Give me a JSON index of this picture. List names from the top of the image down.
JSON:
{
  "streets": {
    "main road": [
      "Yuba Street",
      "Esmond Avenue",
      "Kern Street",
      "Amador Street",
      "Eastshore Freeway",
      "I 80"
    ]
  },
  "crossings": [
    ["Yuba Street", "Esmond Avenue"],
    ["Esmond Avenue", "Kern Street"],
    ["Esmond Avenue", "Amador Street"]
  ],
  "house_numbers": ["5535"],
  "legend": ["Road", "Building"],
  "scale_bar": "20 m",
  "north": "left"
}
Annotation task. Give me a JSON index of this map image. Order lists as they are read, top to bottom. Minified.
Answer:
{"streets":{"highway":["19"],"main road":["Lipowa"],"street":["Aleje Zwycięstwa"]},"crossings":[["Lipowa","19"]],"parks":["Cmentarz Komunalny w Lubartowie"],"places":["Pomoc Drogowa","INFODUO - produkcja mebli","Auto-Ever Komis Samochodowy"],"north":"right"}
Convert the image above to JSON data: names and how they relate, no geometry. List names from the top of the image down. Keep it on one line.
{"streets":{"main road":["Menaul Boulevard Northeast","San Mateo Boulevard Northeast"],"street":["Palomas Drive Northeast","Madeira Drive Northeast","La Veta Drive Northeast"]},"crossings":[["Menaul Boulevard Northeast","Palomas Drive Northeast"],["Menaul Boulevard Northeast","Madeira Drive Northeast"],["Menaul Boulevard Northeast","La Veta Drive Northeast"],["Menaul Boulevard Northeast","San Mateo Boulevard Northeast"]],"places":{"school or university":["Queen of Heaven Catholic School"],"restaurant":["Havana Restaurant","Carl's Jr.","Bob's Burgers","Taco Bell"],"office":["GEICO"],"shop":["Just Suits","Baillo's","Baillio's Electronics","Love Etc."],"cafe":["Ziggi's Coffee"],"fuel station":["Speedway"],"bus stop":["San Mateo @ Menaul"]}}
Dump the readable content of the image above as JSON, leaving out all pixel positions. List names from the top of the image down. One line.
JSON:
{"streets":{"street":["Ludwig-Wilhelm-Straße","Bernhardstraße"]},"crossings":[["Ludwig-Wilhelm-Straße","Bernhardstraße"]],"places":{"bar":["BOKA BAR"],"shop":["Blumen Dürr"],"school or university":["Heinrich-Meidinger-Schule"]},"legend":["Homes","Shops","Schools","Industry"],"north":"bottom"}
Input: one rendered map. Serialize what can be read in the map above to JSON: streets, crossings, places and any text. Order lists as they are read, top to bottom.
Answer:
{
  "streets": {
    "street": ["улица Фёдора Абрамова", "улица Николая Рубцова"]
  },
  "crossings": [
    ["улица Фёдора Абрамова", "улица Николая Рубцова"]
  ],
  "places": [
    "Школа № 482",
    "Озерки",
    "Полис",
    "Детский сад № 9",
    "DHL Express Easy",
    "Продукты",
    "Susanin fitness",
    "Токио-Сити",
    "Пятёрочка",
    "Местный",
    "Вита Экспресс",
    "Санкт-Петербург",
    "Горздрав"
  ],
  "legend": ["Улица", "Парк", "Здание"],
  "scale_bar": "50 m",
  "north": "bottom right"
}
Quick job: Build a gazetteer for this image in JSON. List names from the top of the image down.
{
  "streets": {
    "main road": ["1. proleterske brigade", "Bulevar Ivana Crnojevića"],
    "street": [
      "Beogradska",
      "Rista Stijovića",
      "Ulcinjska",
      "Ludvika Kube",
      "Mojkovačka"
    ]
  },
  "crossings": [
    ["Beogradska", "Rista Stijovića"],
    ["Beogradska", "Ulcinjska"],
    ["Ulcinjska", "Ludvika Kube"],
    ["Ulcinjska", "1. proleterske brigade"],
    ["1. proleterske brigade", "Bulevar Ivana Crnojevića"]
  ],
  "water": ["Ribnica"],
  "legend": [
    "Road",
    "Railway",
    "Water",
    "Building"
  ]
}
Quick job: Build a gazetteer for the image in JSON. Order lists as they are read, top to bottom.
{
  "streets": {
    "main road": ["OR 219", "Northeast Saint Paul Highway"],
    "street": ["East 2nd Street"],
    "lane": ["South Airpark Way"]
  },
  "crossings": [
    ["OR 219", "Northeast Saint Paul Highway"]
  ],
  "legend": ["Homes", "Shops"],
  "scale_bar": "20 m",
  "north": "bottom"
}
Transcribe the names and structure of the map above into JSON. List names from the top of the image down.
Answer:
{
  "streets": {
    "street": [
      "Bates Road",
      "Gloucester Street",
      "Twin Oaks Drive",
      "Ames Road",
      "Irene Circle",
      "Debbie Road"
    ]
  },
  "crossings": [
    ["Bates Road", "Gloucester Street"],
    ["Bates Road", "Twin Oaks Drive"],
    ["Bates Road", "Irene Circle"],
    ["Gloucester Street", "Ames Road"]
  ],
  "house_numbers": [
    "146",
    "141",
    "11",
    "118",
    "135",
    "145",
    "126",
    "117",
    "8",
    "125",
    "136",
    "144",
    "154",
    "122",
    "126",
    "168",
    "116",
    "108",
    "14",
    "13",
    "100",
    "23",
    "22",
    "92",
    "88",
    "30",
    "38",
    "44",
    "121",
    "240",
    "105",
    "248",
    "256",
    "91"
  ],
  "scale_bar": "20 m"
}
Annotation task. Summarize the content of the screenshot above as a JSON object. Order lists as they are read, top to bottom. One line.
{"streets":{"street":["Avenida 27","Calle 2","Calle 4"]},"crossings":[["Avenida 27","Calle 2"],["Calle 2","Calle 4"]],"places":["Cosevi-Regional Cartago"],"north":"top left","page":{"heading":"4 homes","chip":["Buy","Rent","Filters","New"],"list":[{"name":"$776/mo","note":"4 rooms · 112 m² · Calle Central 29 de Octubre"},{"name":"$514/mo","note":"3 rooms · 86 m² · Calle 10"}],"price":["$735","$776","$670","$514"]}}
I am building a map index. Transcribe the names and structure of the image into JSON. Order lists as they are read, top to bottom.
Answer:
——
- **REQUIRED WORK**
Return the records above in their entirety, exactly as they appear.

- **SOLUTION BELOW**
Give me a JSON index of this picture. List names from the top of the image down.
JSON:
{
  "streets": {
    "main road": [
      "Yuba Street",
      "Esmond Avenue",
      "Kern Street",
      "Amador Street",
      "Eastshore Freeway",
      "I 80"
    ]
  },
  "crossings": [
    ["Yuba Street", "Esmond Avenue"],
    ["Esmond Avenue", "Kern Street"],
    ["Esmond Avenue", "Amador Street"]
  ],
  "house_numbers": ["5535"],
  "legend": ["Road", "Building"],
  "scale_bar": "20 m",
  "north": "left"
}
Annotation task. Give me a JSON index of this map image. Order lists as they are read, top to bottom. Minified.
Answer:
{"streets":{"highway":["19"],"main road":["Lipowa"],"street":["Aleje Zwycięstwa"]},"crossings":[["Lipowa","19"]],"parks":["Cmentarz Komunalny w Lubartowie"],"places":["Pomoc Drogowa","INFODUO - produkcja mebli","Auto-Ever Komis Samochodowy"],"north":"right"}
Convert the image above to JSON data: names and how they relate, no geometry. List names from the top of the image down. Keep it on one line.
{"streets":{"main road":["Menaul Boulevard Northeast","San Mateo Boulevard Northeast"],"street":["Palomas Drive Northeast","Madeira Drive Northeast","La Veta Drive Northeast"]},"crossings":[["Menaul Boulevard Northeast","Palomas Drive Northeast"],["Menaul Boulevard Northeast","Madeira Drive Northeast"],["Menaul Boulevard Northeast","La Veta Drive Northeast"],["Menaul Boulevard Northeast","San Mateo Boulevard Northeast"]],"places":{"school or university":["Queen of Heaven Catholic School"],"restaurant":["Havana Restaurant","Carl's Jr.","Bob's Burgers","Taco Bell"],"office":["GEICO"],"shop":["Just Suits","Baillo's","Baillio's Electronics","Love Etc."],"cafe":["Ziggi's Coffee"],"fuel station":["Speedway"],"bus stop":["San Mateo @ Menaul"]}}
Dump the readable content of the image above as JSON, leaving out all pixel positions. List names from the top of the image down. One line.
JSON:
{"streets":{"street":["Ludwig-Wilhelm-Straße","Bernhardstraße"]},"crossings":[["Ludwig-Wilhelm-Straße","Bernhardstraße"]],"places":{"bar":["BOKA BAR"],"shop":["Blumen Dürr"],"school or university":["Heinrich-Meidinger-Schule"]},"legend":["Homes","Shops","Schools","Industry"],"north":"bottom"}
Input: one rendered map. Serialize what can be read in the map above to JSON: streets, crossings, places and any text. Order lists as they are read, top to bottom.
Answer:
{
  "streets": {
    "street": ["улица Фёдора Абрамова", "улица Николая Рубцова"]
  },
  "crossings": [
    ["улица Фёдора Абрамова", "улица Николая Рубцова"]
  ],
  "places": [
    "Школа № 482",
    "Озерки",
    "Полис",
    "Детский сад № 9",
    "DHL Express Easy",
    "Продукты",
    "Susanin fitness",
    "Токио-Сити",
    "Пятёрочка",
    "Местный",
    "Вита Экспресс",
    "Санкт-Петербург",
    "Горздрав"
  ],
  "legend": ["Улица", "Парк", "Здание"],
  "scale_bar": "50 m",
  "north": "bottom right"
}
Quick job: Build a gazetteer for this image in JSON. List names from the top of the image down.
{
  "streets": {
    "main road": ["1. proleterske brigade", "Bulevar Ivana Crnojevića"],
    "street": [
      "Beogradska",
      "Rista Stijovića",
      "Ulcinjska",
      "Ludvika Kube",
      "Mojkovačka"
    ]
  },
  "crossings": [
    ["Beogradska", "Rista Stijovića"],
    ["Beogradska", "Ulcinjska"],
    ["Ulcinjska", "Ludvika Kube"],
    ["Ulcinjska", "1. proleterske brigade"],
    ["1. proleterske brigade", "Bulevar Ivana Crnojevića"]
  ],
  "water": ["Ribnica"],
  "legend": [
    "Road",
    "Railway",
    "Water",
    "Building"
  ]
}
Quick job: Build a gazetteer for the image in JSON. Order lists as they are read, top to bottom.
{
  "streets": {
    "main road": ["OR 219", "Northeast Saint Paul Highway"],
    "street": ["East 2nd Street"],
    "lane": ["South Airpark Way"]
  },
  "crossings": [
    ["OR 219", "Northeast Saint Paul Highway"]
  ],
  "legend": ["Homes", "Shops"],
  "scale_bar": "20 m",
  "north": "bottom"
}
Transcribe the names and structure of the map above into JSON. List names from the top of the image down.
Answer:
{
  "streets": {
    "street": [
      "Bates Road",
      "Gloucester Street",
      "Twin Oaks Drive",
      "Ames Road",
      "Irene Circle",
      "Debbie Road"
    ]
  },
  "crossings": [
    ["Bates Road", "Gloucester Street"],
    ["Bates Road", "Twin Oaks Drive"],
    ["Bates Road", "Irene Circle"],
    ["Gloucester Street", "Ames Road"]
  ],
  "house_numbers": [
    "146",
    "141",
    "11",
    "118",
    "135",
    "145",
    "126",
    "117",
    "8",
    "125",
    "136",
    "144",
    "154",
    "122",
    "126",
    "168",
    "116",
    "108",
    "14",
    "13",
    "100",
    "23",
    "22",
    "92",
    "88",
    "30",
    "38",
    "44",
    "121",
    "240",
    "105",
    "248",
    "256",
    "91"
  ],
  "scale_bar": "20 m"
}
Annotation task. Summarize the content of the screenshot above as a JSON object. Order lists as they are read, top to bottom. One line.
{"streets":{"street":["Avenida 27","Calle 2","Calle 4"]},"crossings":[["Avenida 27","Calle 2"],["Calle 2","Calle 4"]],"places":["Cosevi-Regional Cartago"],"north":"top left","page":{"heading":"4 homes","chip":["Buy","Rent","Filters","New"],"list":[{"name":"$776/mo","note":"4 rooms · 112 m² · Calle Central 29 de Octubre"},{"name":"$514/mo","note":"3 rooms · 86 m² · Calle 10"}],"price":["$735","$776","$670","$514"]}}
I am building a map index. Transcribe the names and structure of the image into JSON. Order lists as they are read, top to bottom.
Answer:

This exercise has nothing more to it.